Heech – Poems in Three Dimensions


by Sholeh Johnston
Parviz Tanavoli is undoubtedly one of Iran’s greatest modern and contemporary artists, and the father of Iranian modern sculpture. His work is housed in art collections, museums and public spaces around the world, as well as in his native Iran, and is one of the most significant collectors of traditional Iranian arts and crafts in the world. An acknowledged expert, Tanavoli’s collections and publications are contributions to preserving the history of Iranian art as valuable as his contemporary work.

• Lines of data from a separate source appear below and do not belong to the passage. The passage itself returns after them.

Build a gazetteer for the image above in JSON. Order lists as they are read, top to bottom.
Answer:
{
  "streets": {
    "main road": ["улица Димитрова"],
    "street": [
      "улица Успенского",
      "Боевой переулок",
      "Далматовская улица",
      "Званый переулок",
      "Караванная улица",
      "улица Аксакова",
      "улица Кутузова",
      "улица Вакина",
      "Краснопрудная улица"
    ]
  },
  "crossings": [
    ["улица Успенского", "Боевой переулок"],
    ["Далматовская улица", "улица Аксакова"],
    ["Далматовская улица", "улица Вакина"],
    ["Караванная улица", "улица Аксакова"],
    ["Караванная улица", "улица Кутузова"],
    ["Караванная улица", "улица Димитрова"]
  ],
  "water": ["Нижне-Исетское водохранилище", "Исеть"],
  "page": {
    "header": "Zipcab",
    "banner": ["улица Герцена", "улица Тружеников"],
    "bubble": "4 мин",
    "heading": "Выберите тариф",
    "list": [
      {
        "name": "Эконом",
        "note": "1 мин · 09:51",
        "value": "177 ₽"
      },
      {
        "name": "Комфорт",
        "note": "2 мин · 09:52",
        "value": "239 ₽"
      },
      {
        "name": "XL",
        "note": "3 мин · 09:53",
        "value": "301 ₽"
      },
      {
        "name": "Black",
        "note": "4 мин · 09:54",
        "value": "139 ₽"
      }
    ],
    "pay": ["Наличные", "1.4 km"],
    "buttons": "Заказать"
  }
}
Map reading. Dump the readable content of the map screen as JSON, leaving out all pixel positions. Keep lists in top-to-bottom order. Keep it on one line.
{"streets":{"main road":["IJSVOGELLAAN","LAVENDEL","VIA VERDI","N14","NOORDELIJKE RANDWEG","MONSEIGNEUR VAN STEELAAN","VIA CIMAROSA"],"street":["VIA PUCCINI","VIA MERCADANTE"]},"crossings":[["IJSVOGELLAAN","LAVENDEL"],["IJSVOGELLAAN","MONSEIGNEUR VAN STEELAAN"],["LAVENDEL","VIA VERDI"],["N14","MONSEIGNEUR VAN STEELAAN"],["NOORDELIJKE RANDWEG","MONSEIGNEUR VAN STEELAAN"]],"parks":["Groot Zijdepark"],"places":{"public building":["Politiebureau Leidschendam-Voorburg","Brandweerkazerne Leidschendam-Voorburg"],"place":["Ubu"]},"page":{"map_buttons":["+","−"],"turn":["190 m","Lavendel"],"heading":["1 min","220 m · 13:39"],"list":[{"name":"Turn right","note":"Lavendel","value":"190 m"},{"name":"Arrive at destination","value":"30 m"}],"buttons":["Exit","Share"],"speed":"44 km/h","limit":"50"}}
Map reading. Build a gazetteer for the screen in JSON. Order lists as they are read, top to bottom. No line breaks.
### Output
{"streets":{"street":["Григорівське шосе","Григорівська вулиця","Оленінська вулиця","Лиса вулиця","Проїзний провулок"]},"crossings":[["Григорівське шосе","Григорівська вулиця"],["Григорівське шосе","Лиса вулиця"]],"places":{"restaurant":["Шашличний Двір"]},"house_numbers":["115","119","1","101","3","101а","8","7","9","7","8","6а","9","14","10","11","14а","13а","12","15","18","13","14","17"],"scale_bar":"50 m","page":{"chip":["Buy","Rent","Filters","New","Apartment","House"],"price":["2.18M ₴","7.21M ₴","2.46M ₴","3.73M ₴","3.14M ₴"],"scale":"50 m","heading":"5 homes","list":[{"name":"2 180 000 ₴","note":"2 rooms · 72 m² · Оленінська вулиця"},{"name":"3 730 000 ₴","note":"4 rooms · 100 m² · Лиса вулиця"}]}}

Tanavoli, currently residing between Vancouver, Canada, and Tehran, Iran, was born in 1937 and was one of the very first students to enroll and graduate from Tehran’s newly-established School of Fine Arts in 1955. Following his further studies in sculpture at the Brera Academy of Milan (Italy) under the renowned Italian sculptor, Marino Marini, Tanavoli returned to Iran and established a studio, Atelier Kaboud, which was the birth place of one of the most significant movements in Iranian modern art, the saqqakhaneh movement – referred to by some as “Spiritual Pop Art.” It was during this time that Tanavoli conceived of his first Heech sculpture, based on the Persian word for “nothingness,” and since then the series has been developing through Tanavoli’s experimentations with different materials, size, position and context.
“Heech has multiple layers of meaning – in Persian Sufism it has a great meaning: God created the universe out of nothing, so if the universe is made of nothing then nothingness is everywhere, in every part of the universe, in all creatures. That’s one way of looking at it, and the other is that as a physical shape it has an appealing volume to me; it has a head, eyes and a very beautiful body. So, from both angles it was a perfect word for me to choose and work on.”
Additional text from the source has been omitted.